Nagaraju, 27, an MTech student, says this is a reflection of the absence of a credible Opposition in the state, with the BRS’s long rule rendering Telangana virtually a one-party state. He gives the example of Rajasthan, which voted on November 25, and its history of changing the government every five years.
Mani G, 22, a student of political science, also slams the BRS government as “autocratic and dynastical”. “Rythu Bandhu, Dalit Bandhu, BC Bandhu… every community has become a vote bank. But more fundamental issues are being ignored,” she says.
Pradeep, a PhD student in the Telugu Department, is more forgiving of the “popular welfare schemes” but adds that “nothing has been done for skill development”. The Information Technology-allied industry development in Hyderabad is “appreciable”, he says, but not everyone can get jobs there.
The foundation of Hyderabad as a technology-friendly city was laid by N Chandrababu Naidu as the CM of united Andhra Pradesh. However, the BRS government has built on it, bringing in investments, with the articulate KTR projecting a business-friendly government on trips such as to Davos.

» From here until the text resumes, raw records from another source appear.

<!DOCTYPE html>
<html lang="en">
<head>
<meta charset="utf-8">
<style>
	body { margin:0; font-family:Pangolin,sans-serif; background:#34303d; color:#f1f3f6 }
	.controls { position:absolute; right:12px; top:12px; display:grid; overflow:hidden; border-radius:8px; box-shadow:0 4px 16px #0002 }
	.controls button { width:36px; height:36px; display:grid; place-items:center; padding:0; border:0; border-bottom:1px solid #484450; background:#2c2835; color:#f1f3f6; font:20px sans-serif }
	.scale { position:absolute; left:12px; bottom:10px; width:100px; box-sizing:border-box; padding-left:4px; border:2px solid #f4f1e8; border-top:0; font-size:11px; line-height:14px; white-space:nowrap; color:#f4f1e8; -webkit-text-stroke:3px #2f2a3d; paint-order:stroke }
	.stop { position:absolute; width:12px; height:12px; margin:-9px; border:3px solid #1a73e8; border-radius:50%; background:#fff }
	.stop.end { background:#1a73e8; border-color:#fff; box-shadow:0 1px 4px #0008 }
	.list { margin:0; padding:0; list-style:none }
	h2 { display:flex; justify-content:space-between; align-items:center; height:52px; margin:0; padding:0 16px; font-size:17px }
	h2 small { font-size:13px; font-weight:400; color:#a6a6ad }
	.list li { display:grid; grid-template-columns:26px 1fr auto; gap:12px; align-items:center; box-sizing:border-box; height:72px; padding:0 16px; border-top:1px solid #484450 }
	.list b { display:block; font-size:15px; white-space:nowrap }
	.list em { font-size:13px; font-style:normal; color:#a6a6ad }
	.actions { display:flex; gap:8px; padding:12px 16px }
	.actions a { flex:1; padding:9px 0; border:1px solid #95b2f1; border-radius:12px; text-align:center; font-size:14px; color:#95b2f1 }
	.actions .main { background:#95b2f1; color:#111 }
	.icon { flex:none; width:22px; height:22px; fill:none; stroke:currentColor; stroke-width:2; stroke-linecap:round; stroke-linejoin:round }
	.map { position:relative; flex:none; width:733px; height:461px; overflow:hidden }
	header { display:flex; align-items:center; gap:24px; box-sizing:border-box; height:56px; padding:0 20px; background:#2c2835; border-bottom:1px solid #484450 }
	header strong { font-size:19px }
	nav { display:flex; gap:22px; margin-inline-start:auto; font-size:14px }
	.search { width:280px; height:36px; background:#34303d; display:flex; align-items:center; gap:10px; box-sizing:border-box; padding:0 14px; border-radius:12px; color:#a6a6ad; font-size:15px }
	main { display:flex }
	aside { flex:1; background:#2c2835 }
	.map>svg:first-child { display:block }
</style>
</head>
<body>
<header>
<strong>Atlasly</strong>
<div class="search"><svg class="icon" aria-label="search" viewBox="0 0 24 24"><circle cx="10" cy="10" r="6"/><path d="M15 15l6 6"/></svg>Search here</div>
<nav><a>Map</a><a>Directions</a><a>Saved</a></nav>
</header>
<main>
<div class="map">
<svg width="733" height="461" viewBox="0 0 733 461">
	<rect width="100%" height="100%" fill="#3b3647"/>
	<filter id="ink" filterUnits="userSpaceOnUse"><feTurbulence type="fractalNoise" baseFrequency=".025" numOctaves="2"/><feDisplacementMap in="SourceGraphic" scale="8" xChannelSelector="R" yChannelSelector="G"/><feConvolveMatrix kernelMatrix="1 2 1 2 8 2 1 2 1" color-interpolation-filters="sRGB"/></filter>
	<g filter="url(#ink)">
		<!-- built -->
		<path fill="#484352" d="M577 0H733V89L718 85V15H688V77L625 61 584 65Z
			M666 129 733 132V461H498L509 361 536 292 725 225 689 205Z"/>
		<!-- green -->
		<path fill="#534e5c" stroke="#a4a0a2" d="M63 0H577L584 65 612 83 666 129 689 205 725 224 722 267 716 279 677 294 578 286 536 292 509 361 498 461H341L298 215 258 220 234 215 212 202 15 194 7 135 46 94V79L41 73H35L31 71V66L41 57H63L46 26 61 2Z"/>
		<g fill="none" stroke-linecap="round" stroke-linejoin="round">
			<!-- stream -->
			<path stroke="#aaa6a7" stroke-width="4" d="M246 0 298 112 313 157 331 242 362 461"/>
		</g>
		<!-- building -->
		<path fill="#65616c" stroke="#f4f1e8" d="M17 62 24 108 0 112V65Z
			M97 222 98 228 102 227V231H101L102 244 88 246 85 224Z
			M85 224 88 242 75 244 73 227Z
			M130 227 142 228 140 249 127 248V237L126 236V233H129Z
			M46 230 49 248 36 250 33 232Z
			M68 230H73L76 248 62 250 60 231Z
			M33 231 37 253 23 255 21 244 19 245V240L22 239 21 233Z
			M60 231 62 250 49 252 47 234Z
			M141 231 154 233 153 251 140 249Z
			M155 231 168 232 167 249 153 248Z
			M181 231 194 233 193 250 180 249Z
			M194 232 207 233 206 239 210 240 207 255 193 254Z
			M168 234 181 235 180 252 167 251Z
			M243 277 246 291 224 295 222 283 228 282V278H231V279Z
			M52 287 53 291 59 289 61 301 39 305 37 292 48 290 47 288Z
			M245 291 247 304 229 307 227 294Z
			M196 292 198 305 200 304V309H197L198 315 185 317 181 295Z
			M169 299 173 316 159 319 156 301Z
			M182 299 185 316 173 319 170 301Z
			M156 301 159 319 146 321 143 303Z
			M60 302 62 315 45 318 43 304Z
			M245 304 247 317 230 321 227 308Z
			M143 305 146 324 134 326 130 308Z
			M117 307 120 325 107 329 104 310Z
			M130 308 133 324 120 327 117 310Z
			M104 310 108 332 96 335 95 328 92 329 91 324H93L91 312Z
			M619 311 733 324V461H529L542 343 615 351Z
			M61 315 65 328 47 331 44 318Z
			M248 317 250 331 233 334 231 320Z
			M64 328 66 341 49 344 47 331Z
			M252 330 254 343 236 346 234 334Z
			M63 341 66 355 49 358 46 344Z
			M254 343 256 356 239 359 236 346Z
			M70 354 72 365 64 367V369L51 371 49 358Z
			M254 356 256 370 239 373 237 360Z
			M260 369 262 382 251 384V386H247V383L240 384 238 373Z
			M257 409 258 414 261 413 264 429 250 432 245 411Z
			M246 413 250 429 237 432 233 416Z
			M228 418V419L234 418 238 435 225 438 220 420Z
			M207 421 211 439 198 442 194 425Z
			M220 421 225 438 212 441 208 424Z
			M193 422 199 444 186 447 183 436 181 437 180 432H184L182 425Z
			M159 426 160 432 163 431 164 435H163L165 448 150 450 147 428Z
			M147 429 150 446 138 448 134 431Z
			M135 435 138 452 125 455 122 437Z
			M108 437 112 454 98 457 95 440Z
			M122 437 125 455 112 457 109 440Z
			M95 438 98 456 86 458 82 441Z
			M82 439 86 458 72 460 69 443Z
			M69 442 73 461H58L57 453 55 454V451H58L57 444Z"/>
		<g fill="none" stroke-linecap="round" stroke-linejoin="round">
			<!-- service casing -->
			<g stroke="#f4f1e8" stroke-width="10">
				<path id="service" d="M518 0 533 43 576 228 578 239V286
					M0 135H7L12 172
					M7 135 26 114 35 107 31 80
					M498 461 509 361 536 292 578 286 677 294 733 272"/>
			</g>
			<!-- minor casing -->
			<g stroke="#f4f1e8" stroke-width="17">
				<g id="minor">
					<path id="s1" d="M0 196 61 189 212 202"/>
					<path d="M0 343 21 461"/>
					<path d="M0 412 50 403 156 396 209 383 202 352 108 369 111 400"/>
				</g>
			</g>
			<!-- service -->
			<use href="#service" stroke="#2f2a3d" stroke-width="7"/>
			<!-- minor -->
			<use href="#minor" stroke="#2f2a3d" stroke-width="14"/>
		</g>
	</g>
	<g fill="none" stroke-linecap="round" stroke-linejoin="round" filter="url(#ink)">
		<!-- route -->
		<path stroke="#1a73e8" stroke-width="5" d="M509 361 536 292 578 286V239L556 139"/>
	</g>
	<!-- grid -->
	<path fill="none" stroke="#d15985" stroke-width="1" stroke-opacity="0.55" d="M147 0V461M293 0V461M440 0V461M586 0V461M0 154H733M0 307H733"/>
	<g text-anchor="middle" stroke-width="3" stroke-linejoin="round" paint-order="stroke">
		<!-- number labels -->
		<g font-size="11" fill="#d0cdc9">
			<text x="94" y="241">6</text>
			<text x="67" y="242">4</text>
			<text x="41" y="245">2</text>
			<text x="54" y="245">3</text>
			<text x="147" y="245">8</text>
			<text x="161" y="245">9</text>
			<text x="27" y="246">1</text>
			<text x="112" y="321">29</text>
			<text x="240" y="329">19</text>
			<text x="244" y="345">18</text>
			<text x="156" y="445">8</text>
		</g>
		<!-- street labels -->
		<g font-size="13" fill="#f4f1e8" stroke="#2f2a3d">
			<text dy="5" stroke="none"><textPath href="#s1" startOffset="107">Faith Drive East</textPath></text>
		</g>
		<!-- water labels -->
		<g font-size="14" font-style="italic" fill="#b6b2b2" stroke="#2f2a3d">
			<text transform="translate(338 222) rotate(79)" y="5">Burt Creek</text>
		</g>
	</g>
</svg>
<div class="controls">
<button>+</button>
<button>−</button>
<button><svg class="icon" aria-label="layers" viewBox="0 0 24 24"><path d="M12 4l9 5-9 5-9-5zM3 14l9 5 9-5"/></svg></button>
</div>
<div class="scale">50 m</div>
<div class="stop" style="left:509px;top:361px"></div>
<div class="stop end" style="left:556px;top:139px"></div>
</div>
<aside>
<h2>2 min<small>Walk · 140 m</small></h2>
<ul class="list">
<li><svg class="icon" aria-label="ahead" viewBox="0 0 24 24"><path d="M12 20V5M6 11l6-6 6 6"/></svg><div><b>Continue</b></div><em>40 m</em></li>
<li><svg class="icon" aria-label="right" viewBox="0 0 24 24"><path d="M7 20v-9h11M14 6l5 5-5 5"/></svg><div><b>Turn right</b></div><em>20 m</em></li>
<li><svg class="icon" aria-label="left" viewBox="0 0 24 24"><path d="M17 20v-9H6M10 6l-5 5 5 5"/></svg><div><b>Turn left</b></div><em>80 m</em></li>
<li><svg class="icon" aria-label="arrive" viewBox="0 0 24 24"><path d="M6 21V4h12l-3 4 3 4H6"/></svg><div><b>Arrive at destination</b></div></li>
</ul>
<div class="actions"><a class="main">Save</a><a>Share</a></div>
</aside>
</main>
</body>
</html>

In the Telangana government’s annual report of 2022-23, KTR said the state had attracted cumulative investments of over Rs 25,200 that financial year. A student from Adilabad district, Atish G, 23, says they are looking with interest at the “job calendar” promise announced by the Congress in its manifesto.
Meghana C H, 22, an MSc student who graduated last year but comes to OU’s library to prepare for government exams, says: “We fought with the Congress for decades to get Telangana. If the BRS government that was formed to take care of our jobs cannot fulfill our demand, I doubt the Congress can. But change is important.”